A superscalar processor can independently execute multiple instructions at once during a single clock cycle. It includes redundant execution resources, such as multiple floating-point units, arithmetic logic units and integer shifters. This type of processor is designed for parallel computing and speculative execution without the need for special software. It can improve the execution speed of many processor-intensive applications by manipulating and rearranging code. It is frequently used in several classes of computers, including servers, desktops and even laptops.
Although some aspects of the architecture have been used in processors since the 1960s, true superscalar processors were not released until much later. Some Reduced Instruction Set Computing (RISC) processors sold in the late 1980s and early 1990s were superscalar. Their simple cores and fixed-length instructions made dispatching and scheduling of parallel instructions relatively easy. Many non-RISC processors manufactured since the late 1990s have superscalar architectures as well. Embedded, low-power and other specialty processors are often exceptions, optimizing other aspects of their designs instead of parallel execution.
Some processors can share a single pipeline with instructions from multiple execution threads, known as super-threading. When a functional unit is idle because it is waiting on the currently-executing thread, it can execute an instruction from another thread in the meantime. This technique helps to fully utilize the processor but is not as efficient as simultaneous multithreading (SMT). A single superscalar processor can execute multiple instructions from multiple threads at the same time using SMT. Simultaneously executing threads can compete for system and processor resources, however, which may slow the system down.
Processors with multi-stage pipelines may execute multiple instructions simultaneously as long as they are at different stages of execution. In contrast, several instructions can execute in the same stage at the same time in a superscalar processor. While there are many similarities between this type of processor and a multi-core processor, they are not the same. A multi-core processor contains several complete processors, called cores, in one device. Each core of a multi-core processor is usually superscalar and may include several parallel pipelines.

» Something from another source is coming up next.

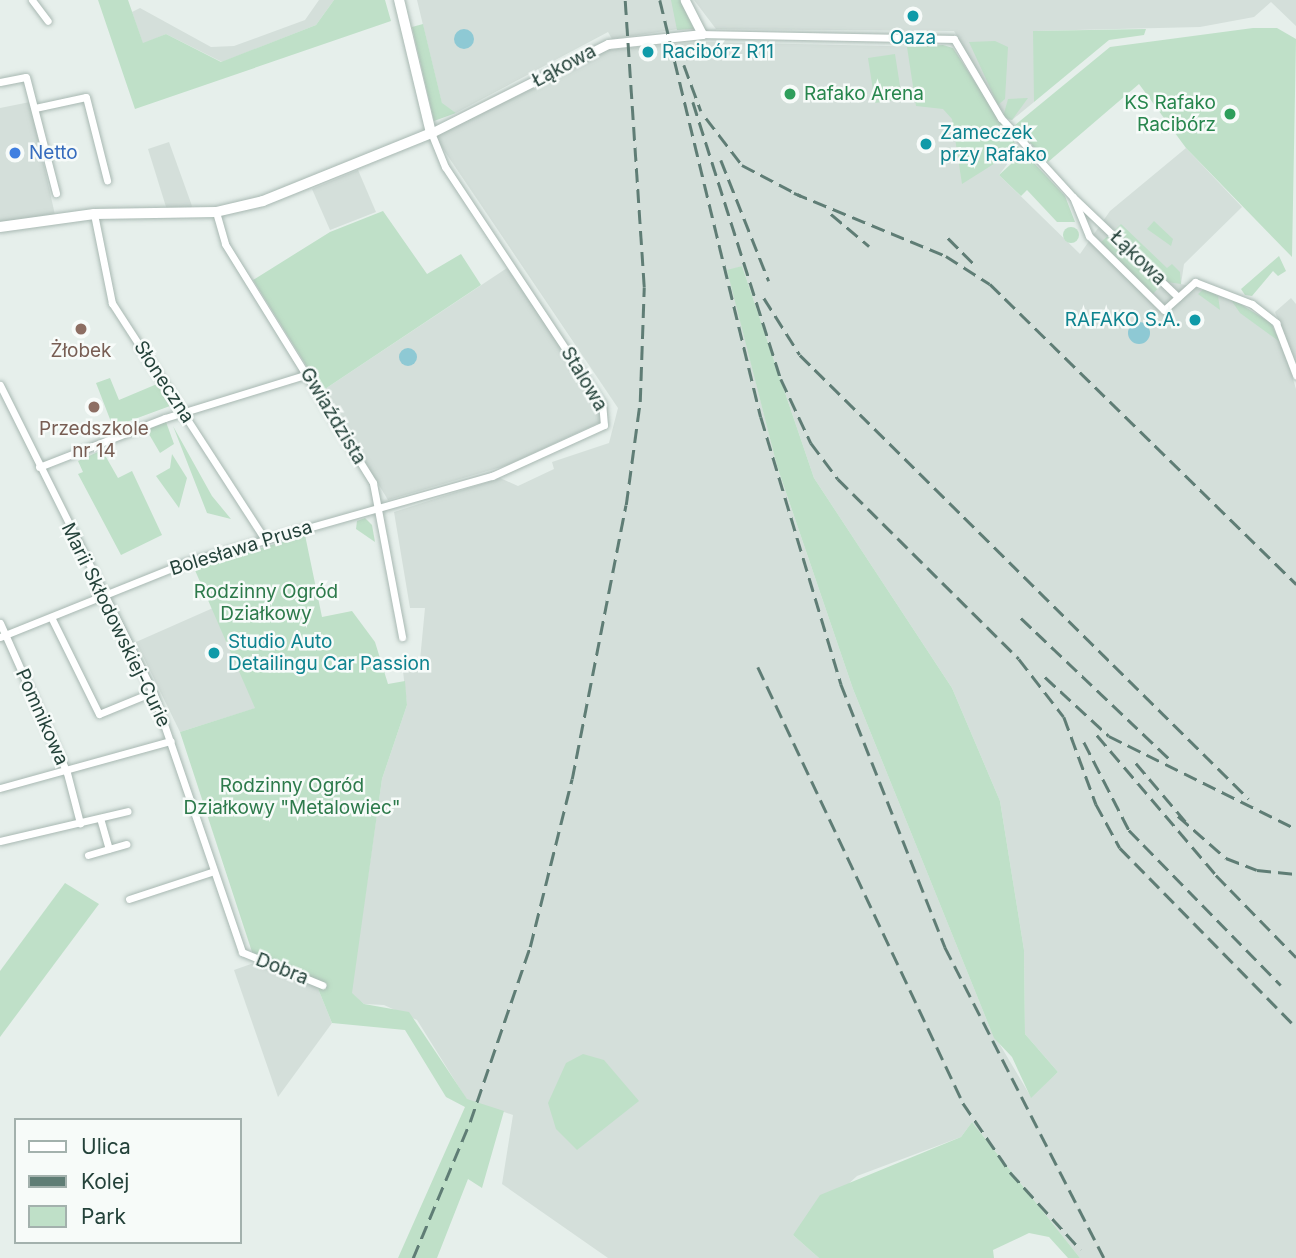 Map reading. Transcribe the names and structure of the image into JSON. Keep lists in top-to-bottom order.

A key feature of a superscalar processor is its ability to execute program code out of order for efficiency reasons. To do this, it must be aware of any instruction’s dependencies upon another. If an instruction affects the results of or uses the resources of another, it is highly likely that the two must not be executed in parallel. Techniques exist to eliminate some types of dependencies, but others must delay processing until resources are available.
Out-of-order execution must also be able to guarantee proper contents of registers, flags and other resources if a system interrupt occurs. In this case, the system state must look the same, as if the code had been executed sequentially as designed. Another consideration is how many instructions the processor should examine to find opportunities for parallel execution. The greater the number, the more efficient the execution can be. This also includes speculative execution of instructions on the other side of each branch in the examined code.